**Task to complete**
From the data below, copy exactly the lines that lie between the one holding "M651,0L654,3" and the one holding "M78,255L117,256", including both, and nothing more.

**Data records**
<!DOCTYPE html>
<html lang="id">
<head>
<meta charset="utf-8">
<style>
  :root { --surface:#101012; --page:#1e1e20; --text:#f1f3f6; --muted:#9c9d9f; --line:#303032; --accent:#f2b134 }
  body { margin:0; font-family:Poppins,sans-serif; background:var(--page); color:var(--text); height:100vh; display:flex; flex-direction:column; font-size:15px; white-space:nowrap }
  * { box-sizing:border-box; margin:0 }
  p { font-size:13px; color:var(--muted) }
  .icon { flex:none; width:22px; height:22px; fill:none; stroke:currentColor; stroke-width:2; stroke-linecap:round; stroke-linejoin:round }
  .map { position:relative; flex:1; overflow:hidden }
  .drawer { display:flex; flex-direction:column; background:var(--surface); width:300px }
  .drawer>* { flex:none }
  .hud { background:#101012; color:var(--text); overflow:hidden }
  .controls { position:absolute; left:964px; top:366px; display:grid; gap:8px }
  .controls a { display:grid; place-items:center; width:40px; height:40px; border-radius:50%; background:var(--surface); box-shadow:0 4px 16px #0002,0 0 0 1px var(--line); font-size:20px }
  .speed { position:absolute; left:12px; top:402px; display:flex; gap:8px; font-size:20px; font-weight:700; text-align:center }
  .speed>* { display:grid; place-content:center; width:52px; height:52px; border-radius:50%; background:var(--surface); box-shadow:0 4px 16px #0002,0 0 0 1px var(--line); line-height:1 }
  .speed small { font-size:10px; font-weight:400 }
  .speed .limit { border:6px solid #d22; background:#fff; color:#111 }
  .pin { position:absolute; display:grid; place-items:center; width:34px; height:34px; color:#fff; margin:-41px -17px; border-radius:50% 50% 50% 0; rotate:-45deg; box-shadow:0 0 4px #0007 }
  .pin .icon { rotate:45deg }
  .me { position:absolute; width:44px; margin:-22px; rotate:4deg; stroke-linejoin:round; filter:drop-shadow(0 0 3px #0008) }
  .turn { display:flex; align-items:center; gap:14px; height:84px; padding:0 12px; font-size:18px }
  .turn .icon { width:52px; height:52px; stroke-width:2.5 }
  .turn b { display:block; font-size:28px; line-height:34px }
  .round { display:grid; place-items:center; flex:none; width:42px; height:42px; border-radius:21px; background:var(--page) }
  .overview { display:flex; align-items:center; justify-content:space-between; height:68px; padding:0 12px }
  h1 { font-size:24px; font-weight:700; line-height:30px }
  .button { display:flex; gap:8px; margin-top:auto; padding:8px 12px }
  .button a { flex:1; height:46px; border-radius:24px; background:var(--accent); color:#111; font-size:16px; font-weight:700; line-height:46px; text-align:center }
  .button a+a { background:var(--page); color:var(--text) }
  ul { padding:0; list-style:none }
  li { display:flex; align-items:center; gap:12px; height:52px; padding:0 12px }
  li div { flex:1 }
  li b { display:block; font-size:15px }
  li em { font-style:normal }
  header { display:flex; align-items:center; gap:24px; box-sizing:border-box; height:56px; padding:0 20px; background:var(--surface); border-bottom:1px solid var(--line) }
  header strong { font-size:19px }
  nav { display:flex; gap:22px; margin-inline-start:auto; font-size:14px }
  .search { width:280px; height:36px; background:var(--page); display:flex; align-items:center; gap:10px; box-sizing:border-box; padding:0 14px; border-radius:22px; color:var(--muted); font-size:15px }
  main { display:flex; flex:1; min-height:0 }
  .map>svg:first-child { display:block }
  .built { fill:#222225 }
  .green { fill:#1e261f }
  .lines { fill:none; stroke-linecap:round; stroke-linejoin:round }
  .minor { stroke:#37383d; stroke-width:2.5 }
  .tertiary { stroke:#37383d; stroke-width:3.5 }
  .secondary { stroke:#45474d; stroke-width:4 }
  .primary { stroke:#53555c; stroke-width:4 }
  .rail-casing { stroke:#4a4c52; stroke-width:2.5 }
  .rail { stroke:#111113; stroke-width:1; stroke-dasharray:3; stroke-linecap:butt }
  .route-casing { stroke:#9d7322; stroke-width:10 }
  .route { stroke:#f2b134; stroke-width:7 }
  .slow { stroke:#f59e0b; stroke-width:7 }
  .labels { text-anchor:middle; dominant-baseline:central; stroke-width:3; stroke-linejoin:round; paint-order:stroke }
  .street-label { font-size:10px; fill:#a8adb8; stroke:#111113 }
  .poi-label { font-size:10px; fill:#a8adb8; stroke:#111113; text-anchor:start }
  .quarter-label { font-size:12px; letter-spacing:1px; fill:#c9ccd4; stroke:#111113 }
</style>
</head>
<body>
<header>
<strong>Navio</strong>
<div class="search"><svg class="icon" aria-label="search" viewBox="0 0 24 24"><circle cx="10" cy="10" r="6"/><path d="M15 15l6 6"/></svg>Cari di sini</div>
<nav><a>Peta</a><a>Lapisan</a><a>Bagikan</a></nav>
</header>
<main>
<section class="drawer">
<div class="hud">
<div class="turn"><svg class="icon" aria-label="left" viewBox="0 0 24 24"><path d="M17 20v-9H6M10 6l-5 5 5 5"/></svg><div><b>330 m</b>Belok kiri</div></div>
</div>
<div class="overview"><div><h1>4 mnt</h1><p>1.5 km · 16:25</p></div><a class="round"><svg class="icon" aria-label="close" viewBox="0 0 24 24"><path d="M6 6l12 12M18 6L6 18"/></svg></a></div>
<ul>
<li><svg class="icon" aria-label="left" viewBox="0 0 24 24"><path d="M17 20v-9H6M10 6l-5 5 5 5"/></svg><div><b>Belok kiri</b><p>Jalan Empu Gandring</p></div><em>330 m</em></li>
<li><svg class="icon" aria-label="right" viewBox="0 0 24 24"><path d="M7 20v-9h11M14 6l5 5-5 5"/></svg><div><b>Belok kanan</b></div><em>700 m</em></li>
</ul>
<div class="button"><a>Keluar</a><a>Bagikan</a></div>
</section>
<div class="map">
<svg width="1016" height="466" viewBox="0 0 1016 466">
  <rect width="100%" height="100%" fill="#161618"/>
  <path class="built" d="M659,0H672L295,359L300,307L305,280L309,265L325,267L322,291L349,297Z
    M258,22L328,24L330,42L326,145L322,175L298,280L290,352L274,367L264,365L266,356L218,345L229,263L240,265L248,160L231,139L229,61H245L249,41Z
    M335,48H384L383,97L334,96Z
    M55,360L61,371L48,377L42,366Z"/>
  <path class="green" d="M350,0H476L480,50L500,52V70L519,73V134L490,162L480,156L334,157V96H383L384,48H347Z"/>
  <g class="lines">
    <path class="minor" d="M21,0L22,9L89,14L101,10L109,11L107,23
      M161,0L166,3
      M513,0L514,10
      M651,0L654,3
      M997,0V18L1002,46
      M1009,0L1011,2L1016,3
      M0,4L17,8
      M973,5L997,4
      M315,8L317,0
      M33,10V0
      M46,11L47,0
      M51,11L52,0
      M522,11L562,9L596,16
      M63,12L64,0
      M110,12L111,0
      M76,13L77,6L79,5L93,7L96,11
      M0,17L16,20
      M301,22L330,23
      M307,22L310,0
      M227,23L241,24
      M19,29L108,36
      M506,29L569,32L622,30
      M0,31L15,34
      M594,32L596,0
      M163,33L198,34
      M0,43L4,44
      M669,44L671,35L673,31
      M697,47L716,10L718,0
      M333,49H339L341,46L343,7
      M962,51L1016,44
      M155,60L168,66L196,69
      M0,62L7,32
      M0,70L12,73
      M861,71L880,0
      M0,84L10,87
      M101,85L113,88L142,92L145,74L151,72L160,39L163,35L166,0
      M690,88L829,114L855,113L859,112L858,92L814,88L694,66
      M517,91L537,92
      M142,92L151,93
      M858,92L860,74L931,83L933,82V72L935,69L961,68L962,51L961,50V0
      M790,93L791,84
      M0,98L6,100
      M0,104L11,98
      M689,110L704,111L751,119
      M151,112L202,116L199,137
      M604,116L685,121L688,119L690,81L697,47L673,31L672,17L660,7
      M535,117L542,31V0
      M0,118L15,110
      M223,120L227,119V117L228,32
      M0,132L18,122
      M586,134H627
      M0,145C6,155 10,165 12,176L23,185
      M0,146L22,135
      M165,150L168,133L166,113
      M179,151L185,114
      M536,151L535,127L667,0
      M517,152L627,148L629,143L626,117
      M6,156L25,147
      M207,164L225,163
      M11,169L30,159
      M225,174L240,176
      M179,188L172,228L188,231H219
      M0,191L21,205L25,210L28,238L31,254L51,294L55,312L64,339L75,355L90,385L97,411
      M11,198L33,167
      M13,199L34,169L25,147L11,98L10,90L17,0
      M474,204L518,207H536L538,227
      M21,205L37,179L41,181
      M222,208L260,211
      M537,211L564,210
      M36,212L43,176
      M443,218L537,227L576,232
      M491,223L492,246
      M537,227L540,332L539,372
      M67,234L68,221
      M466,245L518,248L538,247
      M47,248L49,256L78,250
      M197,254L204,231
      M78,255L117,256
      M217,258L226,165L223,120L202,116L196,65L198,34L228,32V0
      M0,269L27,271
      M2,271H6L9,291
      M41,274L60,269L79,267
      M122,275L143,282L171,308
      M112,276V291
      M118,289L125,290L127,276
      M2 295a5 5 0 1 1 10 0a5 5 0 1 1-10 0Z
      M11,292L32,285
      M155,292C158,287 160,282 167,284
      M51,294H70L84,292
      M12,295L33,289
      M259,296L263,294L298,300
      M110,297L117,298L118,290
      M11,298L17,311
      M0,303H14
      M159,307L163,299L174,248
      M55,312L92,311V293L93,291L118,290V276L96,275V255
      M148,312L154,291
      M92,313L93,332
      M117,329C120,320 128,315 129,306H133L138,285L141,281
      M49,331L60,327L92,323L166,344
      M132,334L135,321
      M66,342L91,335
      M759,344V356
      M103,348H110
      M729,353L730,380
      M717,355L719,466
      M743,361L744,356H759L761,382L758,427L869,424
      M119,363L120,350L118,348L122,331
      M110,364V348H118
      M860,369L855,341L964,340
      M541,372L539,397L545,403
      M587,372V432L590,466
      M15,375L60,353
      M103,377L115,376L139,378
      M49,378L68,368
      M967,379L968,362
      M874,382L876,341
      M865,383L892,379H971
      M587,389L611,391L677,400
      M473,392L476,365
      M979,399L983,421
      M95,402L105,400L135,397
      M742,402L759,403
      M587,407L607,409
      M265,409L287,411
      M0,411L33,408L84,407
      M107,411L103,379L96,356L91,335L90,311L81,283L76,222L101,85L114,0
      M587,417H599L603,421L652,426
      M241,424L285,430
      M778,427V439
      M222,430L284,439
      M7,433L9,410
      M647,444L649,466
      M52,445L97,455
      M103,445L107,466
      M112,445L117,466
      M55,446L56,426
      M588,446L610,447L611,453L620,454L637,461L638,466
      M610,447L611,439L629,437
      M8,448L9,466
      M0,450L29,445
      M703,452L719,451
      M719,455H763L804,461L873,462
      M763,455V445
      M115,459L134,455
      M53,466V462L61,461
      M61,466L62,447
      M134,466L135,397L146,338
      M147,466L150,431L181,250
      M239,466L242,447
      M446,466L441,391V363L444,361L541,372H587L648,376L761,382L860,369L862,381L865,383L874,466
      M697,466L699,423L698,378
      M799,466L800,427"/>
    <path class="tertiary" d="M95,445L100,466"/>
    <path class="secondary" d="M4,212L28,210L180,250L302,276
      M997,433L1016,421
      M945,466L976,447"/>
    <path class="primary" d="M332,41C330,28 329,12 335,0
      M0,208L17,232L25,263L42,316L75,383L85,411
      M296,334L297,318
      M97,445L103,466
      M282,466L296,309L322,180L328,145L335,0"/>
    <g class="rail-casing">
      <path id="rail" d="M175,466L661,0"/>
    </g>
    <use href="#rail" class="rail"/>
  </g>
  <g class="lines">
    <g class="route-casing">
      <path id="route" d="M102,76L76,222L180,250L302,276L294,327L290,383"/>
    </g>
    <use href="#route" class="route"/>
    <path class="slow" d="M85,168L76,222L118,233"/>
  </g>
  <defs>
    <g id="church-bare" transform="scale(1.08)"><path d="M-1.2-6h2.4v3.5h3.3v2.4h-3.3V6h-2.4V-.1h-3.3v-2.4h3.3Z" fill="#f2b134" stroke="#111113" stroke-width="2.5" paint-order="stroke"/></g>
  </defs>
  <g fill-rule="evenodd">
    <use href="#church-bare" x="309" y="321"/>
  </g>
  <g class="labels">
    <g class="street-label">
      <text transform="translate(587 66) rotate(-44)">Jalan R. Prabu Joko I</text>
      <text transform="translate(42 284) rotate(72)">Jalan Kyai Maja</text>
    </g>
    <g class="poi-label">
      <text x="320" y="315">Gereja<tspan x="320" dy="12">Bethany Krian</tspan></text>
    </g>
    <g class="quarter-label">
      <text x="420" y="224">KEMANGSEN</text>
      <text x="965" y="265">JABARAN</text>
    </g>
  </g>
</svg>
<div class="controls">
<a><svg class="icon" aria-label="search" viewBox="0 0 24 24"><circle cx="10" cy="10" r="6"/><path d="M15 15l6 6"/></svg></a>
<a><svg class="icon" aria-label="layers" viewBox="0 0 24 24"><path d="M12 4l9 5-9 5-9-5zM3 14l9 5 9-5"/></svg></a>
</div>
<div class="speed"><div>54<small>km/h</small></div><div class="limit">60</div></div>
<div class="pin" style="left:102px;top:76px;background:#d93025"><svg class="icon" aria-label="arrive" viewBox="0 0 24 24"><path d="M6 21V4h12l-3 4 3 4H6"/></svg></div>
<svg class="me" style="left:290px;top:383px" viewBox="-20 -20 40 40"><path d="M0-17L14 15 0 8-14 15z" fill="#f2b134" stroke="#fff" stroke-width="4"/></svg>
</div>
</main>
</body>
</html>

**Exercise result**
      M651,0L654,3
      M997,0V18L1002,46
      M1009,0L1011,2L1016,3
      M0,4L17,8
      M973,5L997,4
      M315,8L317,0
      M33,10V0
      M46,11L47,0
      M51,11L52,0
      M522,11L562,9L596,16
      M63,12L64,0
      M110,12L111,0
      M76,13L77,6L79,5L93,7L96,11
      M0,17L16,20
      M301,22L330,23
      M307,22L310,0
      M227,23L241,24
      M19,29L108,36
      M506,29L569,32L622,30
      M0,31L15,34
      M594,32L596,0
      M163,33L198,34
      M0,43L4,44
      M669,44L671,35L673,31
      M697,47L716,10L718,0
      M333,49H339L341,46L343,7
      M962,51L1016,44
      M155,60L168,66L196,69
      M0,62L7,32
      M0,70L12,73
      M861,71L880,0
      M0,84L10,87
      M101,85L113,88L142,92L145,74L151,72L160,39L163,35L166,0
      M690,88L829,114L855,113L859,112L858,92L814,88L694,66
      M517,91L537,92
      M142,92L151,93
      M858,92L860,74L931,83L933,82V72L935,69L961,68L962,51L961,50V0
      M790,93L791,84
      M0,98L6,100
      M0,104L11,98
      M689,110L704,111L751,119
      M151,112L202,116L199,137
      M604,116L685,121L688,119L690,81L697,47L673,31L672,17L660,7
      M535,117L542,31V0
      M0,118L15,110
      M223,120L227,119V117L228,32
      M0,132L18,122
      M586,134H627
      M0,145C6,155 10,165 12,176L23,185
      M0,146L22,135
      M165,150L168,133L166,113
      M179,151L185,114
      M536,151L535,127L667,0
      M517,152L627,148L629,143L626,117
      M6,156L25,147
      M207,164L225,163
      M11,169L30,159
      M225,174L240,176
      M179,188L172,228L188,231H219
      M0,191L21,205L25,210L28,238L31,254L51,294L55,312L64,339L75,355L90,385L97,411
      M11,198L33,167
      M13,199L34,169L25,147L11,98L10,90L17,0
      M474,204L518,207H536L538,227
      M21,205L37,179L41,181
      M222,208L260,211
      M537,211L564,210
      M36,212L43,176
      M443,218L537,227L576,232
      M491,223L492,246
      M537,227L540,332L539,372
      M67,234L68,221
      M466,245L518,248L538,247
      M47,248L49,256L78,250
      M197,254L204,231
      M78,255L117,256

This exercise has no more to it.